*** Opening of Data provided ***

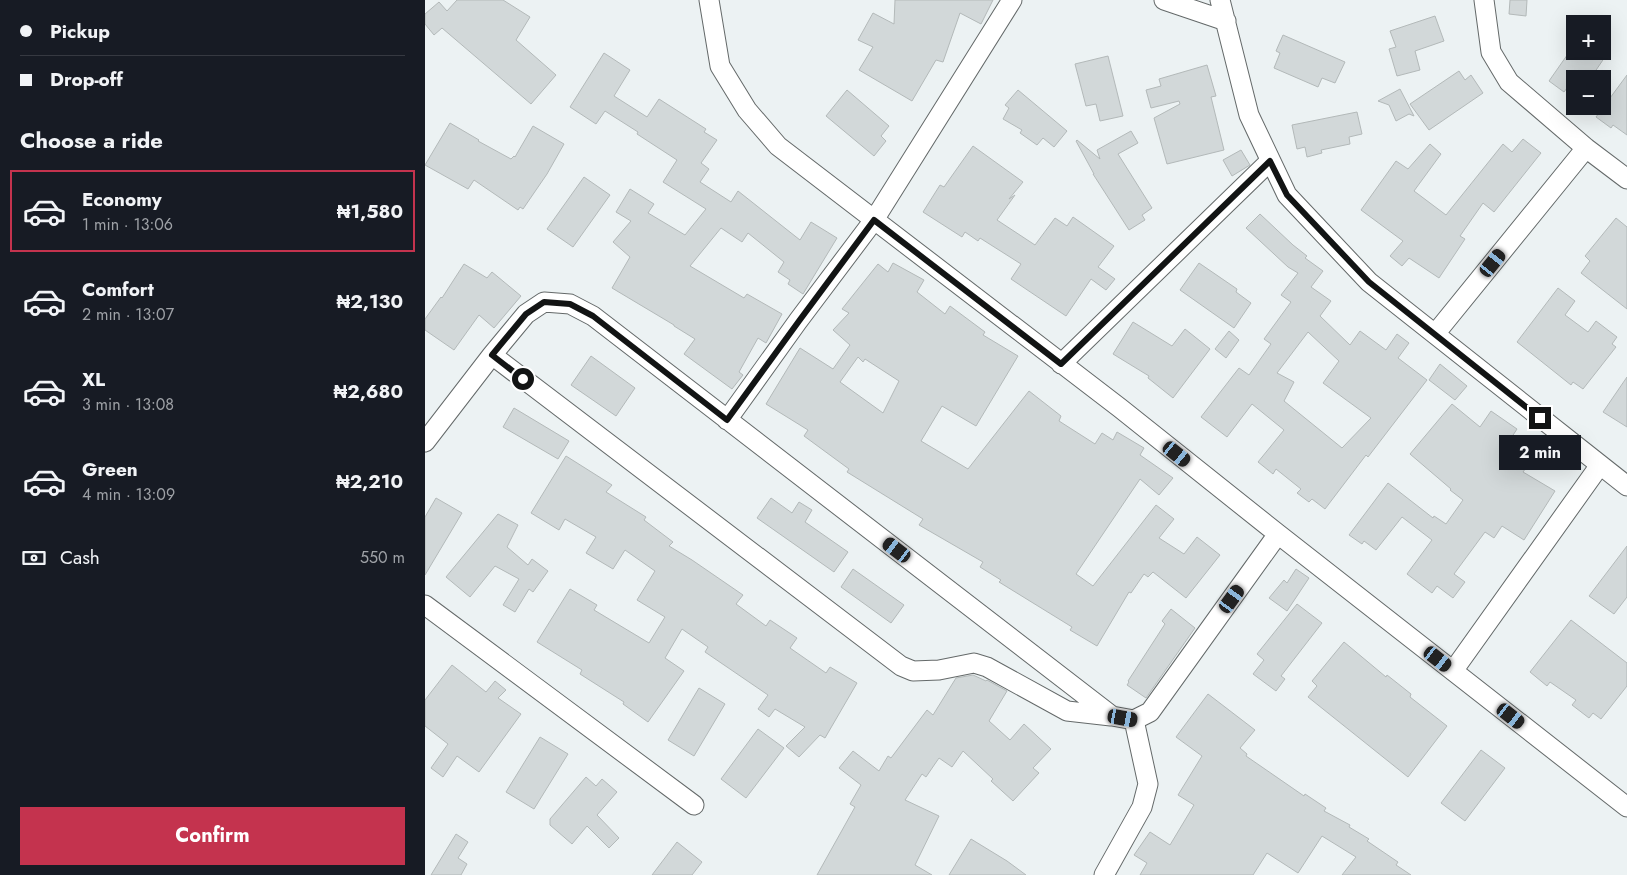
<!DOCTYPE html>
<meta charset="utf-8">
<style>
:root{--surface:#171b24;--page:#20242c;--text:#f1f3f6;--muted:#9ea1a6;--line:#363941;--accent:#c4334e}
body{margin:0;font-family:Jost,sans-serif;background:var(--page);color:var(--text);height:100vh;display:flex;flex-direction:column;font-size:19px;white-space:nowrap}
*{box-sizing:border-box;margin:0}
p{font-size:16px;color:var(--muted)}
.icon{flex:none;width:28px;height:28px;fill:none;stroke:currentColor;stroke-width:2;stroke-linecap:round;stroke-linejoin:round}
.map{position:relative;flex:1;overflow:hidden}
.drawer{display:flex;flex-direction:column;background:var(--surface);width:425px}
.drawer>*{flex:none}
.top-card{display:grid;align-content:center;height:110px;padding:0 20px;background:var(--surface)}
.controls{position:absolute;left:1141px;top:15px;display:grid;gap:10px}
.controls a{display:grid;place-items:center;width:45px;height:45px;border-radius:0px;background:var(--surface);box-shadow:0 5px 20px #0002;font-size:25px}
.end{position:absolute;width:22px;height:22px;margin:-11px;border:6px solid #121414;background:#fff;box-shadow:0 0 0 2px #fff}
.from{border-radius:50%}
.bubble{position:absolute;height:35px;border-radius:0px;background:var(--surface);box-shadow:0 5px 20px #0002;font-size:16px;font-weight:700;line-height:35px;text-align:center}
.car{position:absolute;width:15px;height:30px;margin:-15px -8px;border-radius:6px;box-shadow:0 0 4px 1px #0007;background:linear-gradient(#222 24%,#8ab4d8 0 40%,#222 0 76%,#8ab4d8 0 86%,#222 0)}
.top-card b{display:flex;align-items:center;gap:18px;height:48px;font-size:19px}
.top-card b+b{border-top:1px solid var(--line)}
.top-card i{width:12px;height:12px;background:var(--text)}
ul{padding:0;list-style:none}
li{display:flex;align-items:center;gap:15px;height:82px;margin:0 10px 8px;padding:0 10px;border:2px solid transparent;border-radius:0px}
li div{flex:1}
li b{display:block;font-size:19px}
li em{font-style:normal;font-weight:700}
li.active{border-color:var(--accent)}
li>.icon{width:45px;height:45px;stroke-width:1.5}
h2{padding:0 20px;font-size:22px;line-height:60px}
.pay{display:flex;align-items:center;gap:12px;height:55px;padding:0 20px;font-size:19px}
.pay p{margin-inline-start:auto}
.cta{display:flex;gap:10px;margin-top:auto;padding:10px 20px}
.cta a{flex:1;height:58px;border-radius:0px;background:var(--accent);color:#fff;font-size:20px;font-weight:700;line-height:58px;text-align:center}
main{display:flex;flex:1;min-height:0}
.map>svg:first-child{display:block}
.building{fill:#d2d8d9;stroke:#b3b9b9;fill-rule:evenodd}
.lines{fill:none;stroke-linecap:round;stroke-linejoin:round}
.street-casing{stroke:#646969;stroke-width:21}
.street{stroke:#fff;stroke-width:19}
.route{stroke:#121414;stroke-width:6}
</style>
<main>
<section class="drawer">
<div class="top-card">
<b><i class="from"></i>Pickup</b>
<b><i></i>Drop-off</b>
</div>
<h2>Choose a ride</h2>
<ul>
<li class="active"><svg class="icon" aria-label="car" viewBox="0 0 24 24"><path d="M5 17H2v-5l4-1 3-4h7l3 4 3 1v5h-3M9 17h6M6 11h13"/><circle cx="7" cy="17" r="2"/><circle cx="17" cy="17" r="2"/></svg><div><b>Economy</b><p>1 min · 13:06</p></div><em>₦1,580</em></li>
<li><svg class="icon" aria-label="car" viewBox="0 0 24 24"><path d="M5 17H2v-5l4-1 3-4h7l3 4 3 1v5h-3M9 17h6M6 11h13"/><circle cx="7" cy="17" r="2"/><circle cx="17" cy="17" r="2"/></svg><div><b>Comfort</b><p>2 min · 13:07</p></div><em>₦2,130</em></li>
<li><svg class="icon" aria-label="car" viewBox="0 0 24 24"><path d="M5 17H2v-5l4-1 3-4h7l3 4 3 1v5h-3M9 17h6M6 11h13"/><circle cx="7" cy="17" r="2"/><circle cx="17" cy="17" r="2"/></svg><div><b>XL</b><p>3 min · 13:08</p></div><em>₦2,680</em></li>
<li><svg class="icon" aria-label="car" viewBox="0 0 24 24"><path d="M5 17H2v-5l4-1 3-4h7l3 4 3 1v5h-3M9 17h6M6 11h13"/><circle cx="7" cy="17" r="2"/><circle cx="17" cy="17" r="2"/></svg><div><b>Green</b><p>4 min · 13:09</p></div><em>₦2,210</em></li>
</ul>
<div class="pay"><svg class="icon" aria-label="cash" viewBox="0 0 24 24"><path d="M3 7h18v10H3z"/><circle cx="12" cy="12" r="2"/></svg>Cash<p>550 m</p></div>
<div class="cta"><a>Confirm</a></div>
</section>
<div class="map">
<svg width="1202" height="875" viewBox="0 0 1202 875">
<rect width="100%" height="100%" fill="#ecf2f3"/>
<path class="building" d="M32,0H78L105,17L91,40L131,75L106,104L17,28L9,35L0,24V14L14,2L22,11Z
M470,0H568L556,24L535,13L518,62L511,60L487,101L434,70L448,47L433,40L448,13L469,24Z
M1085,0H1102L1101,16L1084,14Z
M1010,16L1019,41L990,51L995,70L972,76L964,49L971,47L965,31Z
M858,35L920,62L910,83L897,78L893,87L849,68L855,53L851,51Z
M1145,51H1184L1165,79H1150V94L1142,88L1139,92L1124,81Z
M179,53L205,70L189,96L222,117L234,99L281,129L279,132L292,140L276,163L284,169L275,182L306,202L313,191L375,240L386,222L412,238L378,294L363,284L365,280L353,272L359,262L323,233L317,242L296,228L265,266L319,298L322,294L357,314L341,343L333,338L314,372L318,375L307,389L259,354L270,339L249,326V325L187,288L205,257L188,242L206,221L191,212L205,189L229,204L223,213L260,235L281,209L238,182L252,160L212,134L213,132L180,111L171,124L145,107Z
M683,56L698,116L675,121L671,104L661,106L650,64Z
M782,65L791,96L786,97L799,150L742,164L729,118L755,104L754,101L726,108L721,90L736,86L734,79Z
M1034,71L1040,80L1046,75L1058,93L1004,130L985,104Z
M1202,75V135L1188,125L1186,128L1171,117Z
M975,89L989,116L984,114L971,121L964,105L953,101Z
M422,90L464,126L456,136L461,141L449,156L401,116Z
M593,90L642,131L629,147L618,138L612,145L595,133L597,130L578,119L584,108L580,105Z
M932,112L937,134L924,137L925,144L896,150L897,153L882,157L880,147L872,149L867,125Z
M25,123L54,140L53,141L86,159L89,156L90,157L108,126L139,144L122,174L98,209L95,207L93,210L49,180L43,189L0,165Z
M706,131L713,143L693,154L727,208L717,215L720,220L704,230L668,174H669L651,141L652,140L675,159L672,150Z
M1098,139L1116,153L1069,212L1058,203L1035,236L1040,239L1014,278L984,258L977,266L965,256L978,241L936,210L971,161L983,169L1005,144L1016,154L989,191L1021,215L1078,144L1087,152Z
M548,146L598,182L584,199L590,195L572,220L610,245L630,218L642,226L648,217L689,246L673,267L690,279L681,290L666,279L641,316L586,279L596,264L555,238L553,241L540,232L537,237L498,212L515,185L519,187Z
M816,150L825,165L807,176L798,160Z
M159,177L185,195L148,247L122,229Z
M835,214L868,245L882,256L880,258L898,271L886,287L906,301L895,316L925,345L935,331L961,350L972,334L984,343L973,358L1002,380L943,457L941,455L900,509L887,499L884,502L872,493L876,489L851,469L848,474L833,462L859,430L827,404L802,437L776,417L814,368L824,375L846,344L839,339L866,302L856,295L873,273L863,267L821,228ZM883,332L914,361L898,383L946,418L917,448L859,401L869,382L852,373Z
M1191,218L1202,227V309L1156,273L1165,261L1160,256Z
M468,263L499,280L492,292L520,314L525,306L560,332L558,335L593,356L551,426L517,406L496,441L543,469L604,391L636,416L634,421L670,444L677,433L688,440L692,432L719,448L715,455L748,478L734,495L715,479L651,574L668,586L731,505L749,519L734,538L759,554L772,537L795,555L761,598L728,572L723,577L719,574L706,593L704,592L672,646L645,630L647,627L574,582L576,580L555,567L558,562L494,525L498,519L422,472L424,469L379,436L383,430L341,404L375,348L408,369L425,345L408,330L424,313L417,309L453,264L463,272ZM433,357L438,362L440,359L474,381L458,413L415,382Z
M774,263L812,289L811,292L826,303L809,328L755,290Z
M39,264L62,278L67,272L96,296L69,328L54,315L29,350L0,330V319L16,297L17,298Z
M1133,288L1150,301L1140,315L1163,332L1171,321L1192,337L1187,344L1191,347L1158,389L1148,382L1146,385L1092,342Z
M708,322L747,346L760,329L785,349L748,398L723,378L724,376L688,354Z
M804,331L814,340L801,358L790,349Z
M166,356L210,388L191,416L146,385Z
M1015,364L1042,386L1030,400L1004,380Z
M1202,377V427L1178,412Z
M1027,404L1055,427L1066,411L1092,429L1079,449L1103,465L1098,472L1130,491L1099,540L1077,526L1069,538L1060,532L1029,574L1040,582L1028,598L1012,586L1007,593L982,574L1007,540L977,517L951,550L939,541L937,544L924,535L963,483L1008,518L1009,516L1021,524L1038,500L1025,490L1026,489L985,454Z
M89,408L144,441L133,459L78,427Z
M141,456L187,485L181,492L221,517L219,520L248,542L244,546L267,560L318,595L311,604L341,626L345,620L372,638L365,648L401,673L405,667L432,683L400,738L395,735L374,757L361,746L380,727L350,709L344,717L333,709L343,695L280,652L283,647L257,629L240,658L259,671L223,722L198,704L199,702L155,674L157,670L112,642L145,589L172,605L169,610L224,643L240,617L212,600L230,571L200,550L188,569L161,553L171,537L140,519L134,530L106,513Z
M11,498L37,513L0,575V517Z
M346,498L367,513L374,502L387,510L380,522L423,552L409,572L332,518Z
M73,514L93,525L82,547L103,565L107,559L123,571L108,592L104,589L90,612L78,605L94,579L70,566L45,597L21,577Z
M1202,546V597L1189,614L1164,596Z
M428,569L479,605L466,623L416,587Z
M871,569L884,578L862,611L844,598L859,580L862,583Z
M872,604L897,623L856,676L860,679L851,691L828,674L839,660L832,654Z
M746,609L770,628L721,698L702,685L704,682L703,681L740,624L737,621Z
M1146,620L1202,663V686L1176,719L1168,713L1164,718L1147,705L1151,700L1125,682L1122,686L1105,672Z
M919,642L961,677L962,675L986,694L985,697L1022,726L983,777L883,697L892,686L887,681Z
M27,665L61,692L70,681L81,690L73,698L96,714L54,772L32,756L18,777L6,768L23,744L0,726V700Z
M548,675L561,681L562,680L582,691L564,721L585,740L599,724L626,749L608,768L614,773L588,801L566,781L568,779L538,751L527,767L514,758L501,777L497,774L480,800L514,816L490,865L507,875H392L430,807L425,804L436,785L414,768L428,751L454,771L463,756L466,758L502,710L508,715L531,678Z
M274,688L300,704L269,756L243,740Z
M783,694L830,730L815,748L822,754L821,756L879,796L880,794L901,808L899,811L925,825L924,827L944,839L942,841L973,862L971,865L986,875H917L931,857L897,836L873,873L842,853L828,875H715L722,863L709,855L725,832L745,845L769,805L753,795L777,756L751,737Z
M333,729L359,748L321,798L296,779Z
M115,737L143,754L109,809L81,792Z
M1056,750L1080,768L1040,821L1016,803Z
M161,777L171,786L177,779L192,792L172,815L194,838L184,848L162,826L147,844L125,825V819Z
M31,834L43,842L33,858L42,864L36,875H6Z
M546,839L582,861L601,875H524Z
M252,842L277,862L267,875H227Z"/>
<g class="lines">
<g class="street-casing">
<path id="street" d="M284,0L295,66L322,110L353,146L695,408L853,534L1202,807
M739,0L801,21
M795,0L824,115L862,195L944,282L1202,486
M1059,0L1066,52L1084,82L1161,148L1202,179
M1010,334L1161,148
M67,355L476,666L488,671L514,670L549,663L562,667L642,711L686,716
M636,364L845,161
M302,420L373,321L449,220L587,0
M0,442L67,355L101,314L119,302L145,304L168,316L687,716L709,720L725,712L853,534
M0,605L269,805
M1028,671L1175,465
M679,875L717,807L723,784L709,720"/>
</g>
<use href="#street" class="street"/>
</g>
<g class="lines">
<path class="route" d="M98,379L67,355L101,314L119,302L145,304L168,316L302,420L374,321L449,220L636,364L845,161L862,195L944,282L1115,418"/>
</g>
</svg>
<div class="controls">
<a>+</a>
<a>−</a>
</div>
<i class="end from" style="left:98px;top:379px"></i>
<i class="end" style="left:1115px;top:418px"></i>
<div class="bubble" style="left:1074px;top:435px;width:82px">2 min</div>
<i class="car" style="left:1068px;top:263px;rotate:39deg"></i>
<i class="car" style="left:752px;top:454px;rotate:129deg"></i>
<i class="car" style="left:472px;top:550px;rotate:307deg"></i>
<i class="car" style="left:807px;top:599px;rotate:36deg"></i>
<i class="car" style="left:1013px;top:659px;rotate:128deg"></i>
<i class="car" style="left:1086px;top:716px;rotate:128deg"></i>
<i class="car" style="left:698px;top:718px;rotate:100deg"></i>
</div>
</main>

*** Close of Data provided ***

- Task requirements -
"weight" is the string to look for; please copy every line of the records above where it appears.

- Finished exercise -
.bubble{position:absolute;height:35px;border-radius:0px;background:var(--surface);box-shadow:0 5px 20px #0002;font-size:16px;font-weight:700;line-height:35px;text-align:center}
li em{font-style:normal;font-weight:700}
.cta a{flex:1;height:58px;border-radius:0px;background:var(--accent);color:#fff;font-size:20px;font-weight:700;line-height:58px;text-align:center}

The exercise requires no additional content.